Ngabuburit ke Keraton Kesepuhan Cirebon

Ridwan Menulis - Liburan Jalan-jalan ke Keraton Kesepuhan Cirebon (12/7/14), Banyak tujuan wisata untuk mengisi waktu sore hari sambil menunggu buka puasa sebanarnya menarik hanya saja kurang di tingkatkan dalam segi promosi.

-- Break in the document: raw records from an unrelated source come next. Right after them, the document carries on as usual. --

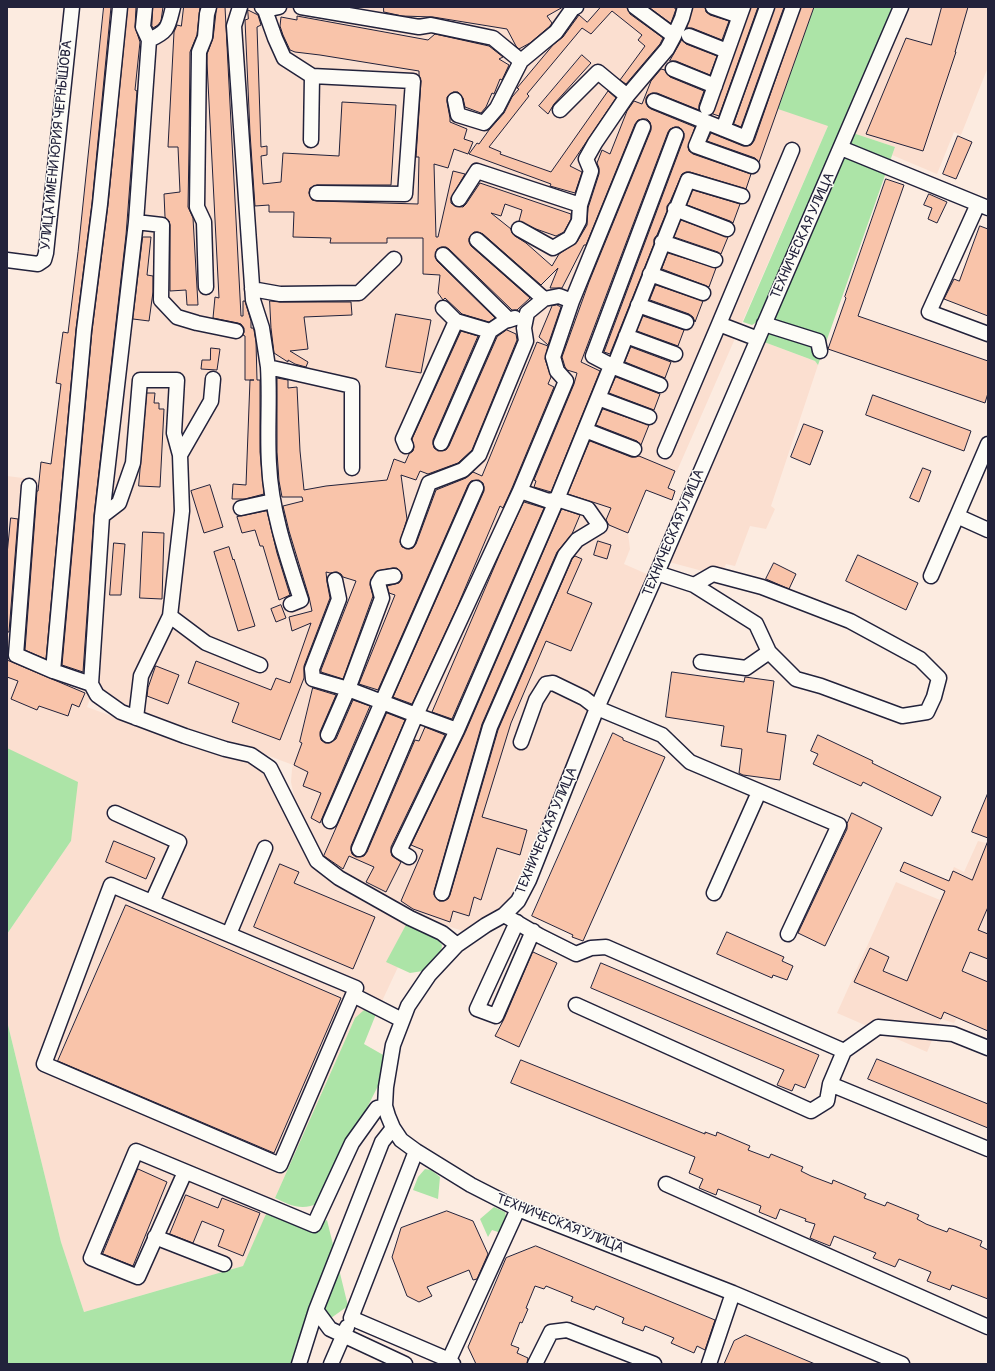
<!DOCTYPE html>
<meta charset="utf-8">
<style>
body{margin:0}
#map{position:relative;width:995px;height:1371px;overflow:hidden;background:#fcebe0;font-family:Pangolin,sans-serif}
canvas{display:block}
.frame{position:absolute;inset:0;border:8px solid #22223b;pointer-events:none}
</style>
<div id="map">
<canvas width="995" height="1371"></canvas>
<div class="frame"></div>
</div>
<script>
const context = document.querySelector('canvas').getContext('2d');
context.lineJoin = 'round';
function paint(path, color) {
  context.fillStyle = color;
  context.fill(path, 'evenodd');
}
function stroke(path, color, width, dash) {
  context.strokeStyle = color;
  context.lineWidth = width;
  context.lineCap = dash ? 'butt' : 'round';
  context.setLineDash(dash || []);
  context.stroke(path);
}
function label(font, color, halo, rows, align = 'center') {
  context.font = font + ' Pangolin,sans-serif';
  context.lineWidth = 3;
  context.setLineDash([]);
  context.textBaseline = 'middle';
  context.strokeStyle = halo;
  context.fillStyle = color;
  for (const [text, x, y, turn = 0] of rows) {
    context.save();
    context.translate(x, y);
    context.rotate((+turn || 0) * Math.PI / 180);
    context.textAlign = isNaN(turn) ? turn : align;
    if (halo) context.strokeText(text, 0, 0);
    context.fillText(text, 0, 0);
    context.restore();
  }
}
const built = new Path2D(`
 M104,7H814L828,126L677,471L657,463L628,533L630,549L624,564L649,575L515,893L506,905L463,931L413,915L320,860L298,816L291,782L292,769L293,765L256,751L184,727L126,705L95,685L87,707L220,756L249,761L265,772L316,866L408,921L387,962L398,967L376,1014L355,1018L275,1198L243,1266L84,1312L61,1242L7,1021V934L71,841L10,750L7,748V476L39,480L41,462L51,464L61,384L56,383L63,332L68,333L78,252Z
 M907,7H988V67L961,135L954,132L937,174L892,155L895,147L853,133Z
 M764,342L815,361L818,365L771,506L775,509L766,529L750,526L735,566L726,564L721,576L669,562Z
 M978,841L986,843L983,854L988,856V1031L957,1018L954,1023L941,1019L927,1052L837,1013L896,882L940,900L954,867L964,872Z`);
const green = new Path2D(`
 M814,7H895L759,321L752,325L743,322L828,126L778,109Z
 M853,133L895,147L818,365L815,361L764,342Z
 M7,748L78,782L71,841L7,934Z
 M408,921L439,941L442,945L441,953L423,971L410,973L386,962Z
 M364,1010L376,1014L364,1044L385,1056L382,1076L378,1086L319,1203C302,1211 291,1206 275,1198L355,1018Z
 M7,1021L61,1242L84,1312L243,1266L266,1214L286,1221L318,1225L327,1220L348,1306L297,1342L291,1364H7Z
 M425,1169L431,1170L440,1177L438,1199L413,1190L418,1177Z
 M494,1207L505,1212L507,1221L504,1234L492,1230L488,1237L480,1219Z`);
const building = new Path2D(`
 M104,7H111L92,203L76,329L46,659L25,650L37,491H38L41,462L51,464L61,384L56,383L63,332L68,333L78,252Z
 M128,7H136L135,27L140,42L135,90L137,91L126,235L94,515L83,672L62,665L92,331L108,205Z
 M153,7H163L161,21L158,25L153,28L152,26Z
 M184,7H200L197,35L190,52L189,148L188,207L193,218L198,305H187L186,290L170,291V225L169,221L165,217L164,194L180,192L178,147H168L174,32L177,25L181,26Z
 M217,7H225L241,316H243V301H245L251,321V328H253L254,330L256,342L257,380H260V452L264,494L245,499H232L233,484L246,485L250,380H254H245V336L243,335L244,332V328L241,324L238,323L213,318L215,297L219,298L207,63V54L213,38Z
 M384,7H563L547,16L552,23L550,26L530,43L519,49L516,46L507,29L433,17L402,16L384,12Z
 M601,7H627L630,14L663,38L660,44L626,84L620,80L645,46L638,40L642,35L612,11L591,34L582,28L527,94L529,96L489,147L501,152L500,154L551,172L608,91L616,98L570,166L582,172L575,193L550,186L551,184L469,154L477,143L479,144L489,130L504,113L512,97L519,89L517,88L553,45L563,37L579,15L587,22Z
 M649,7H673L676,9L671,23Z
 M693,7H705L706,12L710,15L729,21L722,40L692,28H687Z
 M751,7H758L719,116L713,114Z
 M775,7H784L741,127L734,124Z
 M801,7H814L759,162L755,158L707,141L711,133L743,146H748L751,145L754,141Z
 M942,7H968L955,52H956L923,151L866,134L906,38L931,45Z
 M248,10L258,15L261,25L257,27L261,147L267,146V155L261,156L263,184L281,182L283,153L339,156L342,102L396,105L391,185H317L310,188L309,193L312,200L317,201L418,204L419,157H416L421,81L419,75V71L320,55L295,52L290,50L283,35L280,26L281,17L297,20V16L428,40L435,34L489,46L503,57L499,59L509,65L502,80L500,79L494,94L492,93L486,107L481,113L465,107L463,98L458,92H453L447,97V102L450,118V122L467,129L464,139L473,142L468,154L454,149L448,168L434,164L436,237H438L453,171L465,174L451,198V203L455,206L463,207L466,204L480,183L571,214V219L564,232L556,236L536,229L519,221L522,210L505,204L501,216L491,213L511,229L512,233L515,236L526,243L552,266L559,254L577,242L587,225L588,208L599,174V168L597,163L602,150L610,154L627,111L634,101L642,104L651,81L661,69L665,70L667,74L670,77L704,91L699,105V110L657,93H652L648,95L646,98V103L648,107L651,109L695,127L688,147L689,151L693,154L751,174L746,189L690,172H686L682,174L670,202L667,206V211L657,235L654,239V244L610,354L604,352L684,138V133L679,127H675L670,129L668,132L581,362L600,371L551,492L534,487L536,481L534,480L574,384L577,373L567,370L565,367L562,357L589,282L651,130V126L650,122L647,119H642L638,120L635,124L586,245H584L562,288H550L558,268L541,285L483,234L478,232H474L469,238V242L471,246L530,298L517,310H512L449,249L446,247H441L437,249L435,257L437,261L495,318L489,322L462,314L445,298L443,300L438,293L440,275L423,274V238H387V243H330L331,238L293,237L294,212H269V205L255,206L250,133L245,20L248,19Z
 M682,40L686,44L717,56L710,75L676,61H670Z
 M582,55L591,63L554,104L548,114L539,106Z
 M958,136L972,142L956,179L943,174Z
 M886,179L904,185L858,316L988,361V393L985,403L828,349L846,298L845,297Z
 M693,190L740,204L733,223L730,221L687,205Z
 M929,194L947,202L937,223L928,219L932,208L924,205Z
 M681,220L728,237L721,254L718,252L674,237Z
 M980,226L988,229V316L944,299L954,279L959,281Z
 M143,237H151L147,275L153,276V292L149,321L133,319Z
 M668,253L716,268L709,287L662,269Z
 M656,285L703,301L695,322L693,317L689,314L650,300Z
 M270,301L280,302H351L352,315L304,317L308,349L290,351L308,362L306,367L295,364L288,360V362L274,353L271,328Z
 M557,305L561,307L548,345L539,337L552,306Z
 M396,314L431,320L421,373L386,367Z
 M643,316L684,330L678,346L637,331Z
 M507,330L516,334L517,340L472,450L458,463L428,474L420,471L416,480L401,475L407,519L400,542L402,547L409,549L413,548L416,544L436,490L466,478L473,472L482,476L537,342L548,346L545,359L551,377L548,384L554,387L512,488L503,508L500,506L458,605L412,704L393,697L484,491V487L483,483L479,480L471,481L468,485L378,690L359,684L395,595L389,593L387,586L399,583L402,579V574L397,568H393L377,571L371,579L370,585L373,596L343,679L321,672V670L356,581L343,577L341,574L337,572L330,573L326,572L327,582L330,598L304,666V678L280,740L232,722L239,703L188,683L196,661L271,690L276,678L290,683L311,623L292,631L289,617L312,611L309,597L289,531L283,506L303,501L302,497H282L279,481L277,452V378L288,380V388L297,387L300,451L304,490L326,486L387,480L394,459L405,463L409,454L413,451L414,447L412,439L461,331L478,336L433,440V444L434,448L438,451L446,450L449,446L497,337Z
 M631,347L671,362L665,378L625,362Z
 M211,348L220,349L217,370L201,369L202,360H210Z
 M616,377L660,394L654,410L609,393Z
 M147,393H155L154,403H159V409H164L160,487L139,486Z
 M873,395L971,431L964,451L866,415Z
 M603,409L649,425L641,445L637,441L596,425Z
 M804,424L823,431L810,465L791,457Z
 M590,441L631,457H636L639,456L675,471L668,488L675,491L672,500L646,490L628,533L609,525L606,520L611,508L568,494Z
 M923,468L931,471L919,502L910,498Z
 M210,485L223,527L204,533L191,491Z
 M524,502L544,508L452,719L432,712L499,556Z
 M562,509L580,515L572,534L557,552L482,724L434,891V895L439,901H444L448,899L450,895L498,730L572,559L575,556L582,559L567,593L592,603L571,651L546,641L511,723L482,817L527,830L520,855L497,848L481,900L474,897L469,916L453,911L450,922L413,909L401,901L423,850L411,845L465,733Z
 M267,511L277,553L290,595L279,600L263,546H260L255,530L242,533L237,517Z
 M11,518L18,519L9,632H7V555Z
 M143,532L164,533L162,599L140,598Z
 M598,541L611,545L607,559L594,555Z
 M114,543L125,544L121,595H110Z
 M229,547L233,560L234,559L255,626L238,631L214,552Z
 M858,555L918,583L906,610L846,581Z
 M774,563L796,574L789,589L766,579Z
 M281,605L286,618L276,622L271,609Z
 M7,660L85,693L79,707L72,704L68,716L39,706L37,710L11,699L18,681L7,677Z
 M156,666L179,675L168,704L147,696L148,688Z
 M672,672L744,682L745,677L774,681L767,732L786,735L780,780L743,775L739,773L742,749L721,746L724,726L666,717Z
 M313,688L336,695L320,732L321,740L325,743H329L336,739L353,700L370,706L320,823L311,818L321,793L303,786L308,772L294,765L302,743L300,742Z
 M387,713L405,720L351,846V850L352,854L356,857L364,856L367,852L415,740L419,741L425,727L445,735L391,847V852L392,856L401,862L386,892L366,882L374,867L349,856L343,869L324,856Z
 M613,733L623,738V740L665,757L583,941L572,937L573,935L532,916Z
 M818,735L873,761L872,763L941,797L932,816L863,782L861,786L813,764L818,754L811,751Z
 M988,793V838L972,832Z
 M852,813L882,828L825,946L798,933L847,829V824Z
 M114,841L155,858L146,879L106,862Z
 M988,841V907L978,930L988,934V959L970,952L962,971L988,982V1031L944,1012L941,1019L854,982L870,948L889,957L883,971L907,981L932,921L945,891L900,871L904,862L949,881L953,871L972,880Z
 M280,864L299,872L294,883L375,917L353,969L254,927Z
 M126,905L341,998L274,1153L58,1061Z
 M727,932L784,957L782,961L793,966L787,980L773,975L772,978L717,954Z
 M533,952L557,963L519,1047L495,1036L504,1019Z
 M601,963L819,1055L805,1088L795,1084L792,1091L777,1085L784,1070L591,988Z
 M877,1059L988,1104V1128L868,1079Z
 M521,1060L705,1134V1132L716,1136L717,1132L750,1146L748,1150L769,1158L771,1154L803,1167L801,1171L811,1176L832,1184L833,1180L866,1194L864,1198L885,1206L887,1202L919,1215L917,1219L926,1224L947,1232L949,1228L982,1241L980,1246L988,1250V1299L952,1285L950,1290L927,1281L931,1272L899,1259L895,1267L873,1258L876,1253L834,1236L830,1246L810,1238L815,1224L805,1221L806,1219L780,1209L776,1219L759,1212L761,1206L718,1189L716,1195L699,1188L703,1179L689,1173L695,1157L511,1083Z
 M138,1169L167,1182L133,1266L103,1254Z
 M186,1195L218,1208L222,1198L260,1213L243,1256L218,1246L224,1230L202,1221L193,1243L170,1234Z
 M447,1211L473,1221L488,1254L477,1279L473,1280L469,1270L427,1287L432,1296L419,1302L407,1296L392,1257L401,1228Z
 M536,1246L715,1320L705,1350L697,1346L694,1353L671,1343L674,1338L645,1326L643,1331L622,1323L624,1318L596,1306L594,1310L571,1301L573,1297L546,1286L544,1289L535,1286L526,1308L528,1309L522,1323L520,1322L511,1345L519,1348L517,1353L528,1358L527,1364H476L468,1347L506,1258Z
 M746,1335L815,1364H724L734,1341Z`);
const minor = new Path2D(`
 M145,7L143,27L149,40L136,222L102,516L91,684L97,695L121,712L185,736L225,749L251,755L270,768L317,861L339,878L410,918L442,933L457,945
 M240,7L234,26L253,300L262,328L268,367L352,386V468
 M262,7L265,10L279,7
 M301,7L419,27L431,25L493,38L521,61L556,32L573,8L576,7
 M713,7L739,16
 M901,7L657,573L597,708L529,880L518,901L504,915L486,925L457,945L429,975L408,1006L393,1045L386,1087L385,1106L388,1116L393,1128L401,1140L416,1151L471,1185L518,1209L733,1293L902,1364
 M265,10L275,38L284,58L312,76
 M674,36L682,18L685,7
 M689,36L727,51
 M149,40C169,31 168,27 173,7
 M673,69L715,86
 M455,100L458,115L484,123L497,108L521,61
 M654,101L746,138L793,7
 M707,108L743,7
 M560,110L598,72L627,96L667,49L674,36L635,7
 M706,122L696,146L752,166
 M723,129L767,7
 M311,140L312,76L413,81L405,194L317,193
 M841,148L988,208
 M459,199L477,171L580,205L591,171L586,159L595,143L627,96
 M978,204L929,312L988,334
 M675,209L727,229
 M136,222L162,225L161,300L177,317L197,323L236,331
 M519,229L553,248L570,238L579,221L580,205
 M477,240L544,299L559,296L572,301L553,357L557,371L566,381L520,491L549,501L557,499
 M662,242L715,260
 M443,255L509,320L515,318
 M7,260L38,264L44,260L46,253L72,7
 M650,274L703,293
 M206,287L204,222L197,207L199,52L205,37L207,14L209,7
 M252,289L280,294L359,293L394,259
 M572,301L643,127
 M638,305L686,322
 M443,308L456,321L490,331
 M719,324L792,150
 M764,324L818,341L820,351
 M626,336L675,354
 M268,367C270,399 267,432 269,464C271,511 287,557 301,600L291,604
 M660,385L614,367L593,356L676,135
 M598,398L649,417
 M585,430L634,449
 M441,443L490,331L505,321L509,320
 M406,446L403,439L456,321
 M665,451L719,324L758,339
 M29,486L16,655L53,671
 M476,488L382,702L416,715L520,491
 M241,508L273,501
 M102,516L119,503L133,463L140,380H177L174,433L180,455
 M957,516L988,444
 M408,541L429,483L463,470L479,455L526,341L524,328L527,313L544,299
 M657,573L694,585L713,574L762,587L850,621L920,659L939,678L934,697L927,712L902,716L821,686L796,679L769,652L756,624L694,585
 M931,576L957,516L988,530
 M170,616L182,511L180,455L211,401L213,379
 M701,662L746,668L769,652
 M91,684L53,671L84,330L100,204L120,7
 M136,718L141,676L170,616L206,643L260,665
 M457,730L557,499
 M328,735L348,689L313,679L312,669L339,599L335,580
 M521,742L536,700L546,684L553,683L584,698L597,708L662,735L690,762L839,825L788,934
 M115,813L179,842L152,902
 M330,821L382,702L348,689L382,598L378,583L381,578L394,576
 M359,849L416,715L457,730L399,851L409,857
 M111,885L356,988L280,1165L44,1064Z
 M442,893L490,727L565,555L577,540L600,526L588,509L557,499L609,371L614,367L688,180L742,196
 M714,893L759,792
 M504,915L540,936L576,954L591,948L606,947L844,1051L878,1027L953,1034L988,1048
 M517,922L477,1009L496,1016L533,931
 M229,934L265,848
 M353,995L402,1020
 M576,1005L811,1111L827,1101L830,1084
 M844,1051L830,1084L988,1149
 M393,1128L382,1142L316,1310L330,1329L405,1364
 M416,1151L351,1318L449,1360L447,1364
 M185,1172L138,1277L91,1258L136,1151L314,1225L352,1143L377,1108L385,1106
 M666,1184L988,1327
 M155,1237L224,1264
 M299,1364L316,1310
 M331,1364L347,1327
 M453,1364L449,1360L518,1209
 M535,1364L551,1332L567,1330L654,1364
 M709,1364L733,1293`);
const streetNames = [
 ["УЛИЦА ИМЕНИ ЮРИЯ ЧЕРНЫШОВА",57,145,-84],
 ["ТЕХНИЧЕСКАЯ УЛИЦА",803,236,-66],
 ["ТЕХНИЧЕСКАЯ УЛИЦА",674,533,-67],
 ["ТЕХНИЧЕСКАЯ УЛИЦА",547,831,-67],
 ["ТЕХНИЧЕСКАЯ УЛИЦА",560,1224,22]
];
paint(built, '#fbdfd0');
paint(green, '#ace4a7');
paint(building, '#f9c4aa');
stroke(building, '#22223b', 1);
stroke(minor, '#22223b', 17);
stroke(minor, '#fdfcf7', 14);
label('14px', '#22223b', '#fdfcf7', streetNames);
</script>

Sore hari menjelang buka puasa, Komunitas Blogger Cirebon mulai berfikir mau kemana, Mall, Pelabuhan ? Mendadak terkilas untuk ngabuburit ke Keraton Kesepuhan Cirebon.

Untungnya saat sore tadi jalanan Cirebon dari rumahku menuju ke Keraton Kesepuhan Cirebon relatif lancar walaupun jalanan di Cirebon menuju ke Keraton Kesepuhan Cirebon ramai setelah sampai di Keraton Kesepuhan Cirebon saya bertemu dengan teman-teman Blogger Cirebon untuk ngabuburit di Keraton Kesepuhan Cirebon

Tepat pukul 16.00 setelah saya dan teman-teman Bloggger Cirebon berkumpul di depan Keraton Kesepuhan Cirebon dan semua di nyatakan komplit akhirnya kita masuk ke halaman Keraton Kesepuhan Cirebon dan melihat begitu indah dan nyaman di lingkungan Keraton Kesepuhan Cirebon

Keraton Kesepuhan Cirebon ini merupakan paduan budaya Islam, Hindu, Sunda - Jawa, Tiongkok maupun Eropa. Bila kita masuk dari loket utama akan dikenakan tiket masuk sekitar Rp. 8000/dewasa tapi karena saya beserta teman-teman yang lain yang ikut rombongan dalam acara Ngabuburit tidak dikenakan tiket karena kita merupakan tamu yang di undang oleh Sultan Kesepuhan dalam saat kita kunjungan ngabuburit kesana.



Saat saya bersama teman - teman Komunitas Blogger Cirebon saat ngabuburit ke Keraton Kesepuhan Cirebon melihat berbagai benda-benda bersejarah di salah satu ruangan setelah di ruangan itu selesai tiba-tiba kami di hampir oleh seseorang yang mengaku bernama Boy dia menawarkan perlu turged/penjelasan ga tentang benda-benda bersejarah? Sontak saya bersama teman-teman mengatakan iya setelah itu kami diajak jalan-jalan sekitar Keraton Kesepuhan Cirebon jalan demi jalan kami di jelaskan satu persatu tentang sejarahnya suatu benda bersejarah yang ada di Keraton Kesepuhan Cirebon.

Setelah saya bersama teman - teman selesai menggelilingi Keraton Kesepuhan Cirebon tak kerasa Waktu menandakan pukul 17.00 dan kita langsung bergegas untuk bersiap-siap dalam pertemuan bersama Sultan PRA. Arief Natadiningrat XIV untuk berdiskusi secara tertutup sekitar setengah jam berlalu kita diskusi tentang tempat wisata di Cirebon maupun mengenai naskah kuno yang dimiliki oleh Keraton Kesepuhan Cirebon dan mengenai laut di Cirebon yang menurutnya laut tersebut harus secepatnya dilakukan pengerukan oleh Pemerintah Kota Cirebon karena lautnya sekarang kesulitan ketika ada turis asing untuk berhenti di Pelabuhan Cirebon laut seharusnya 7 m ini hanya 3 m jadi harus secepatnya dilakukan pengkerukan oleh Pemerintah Kota Cirebon.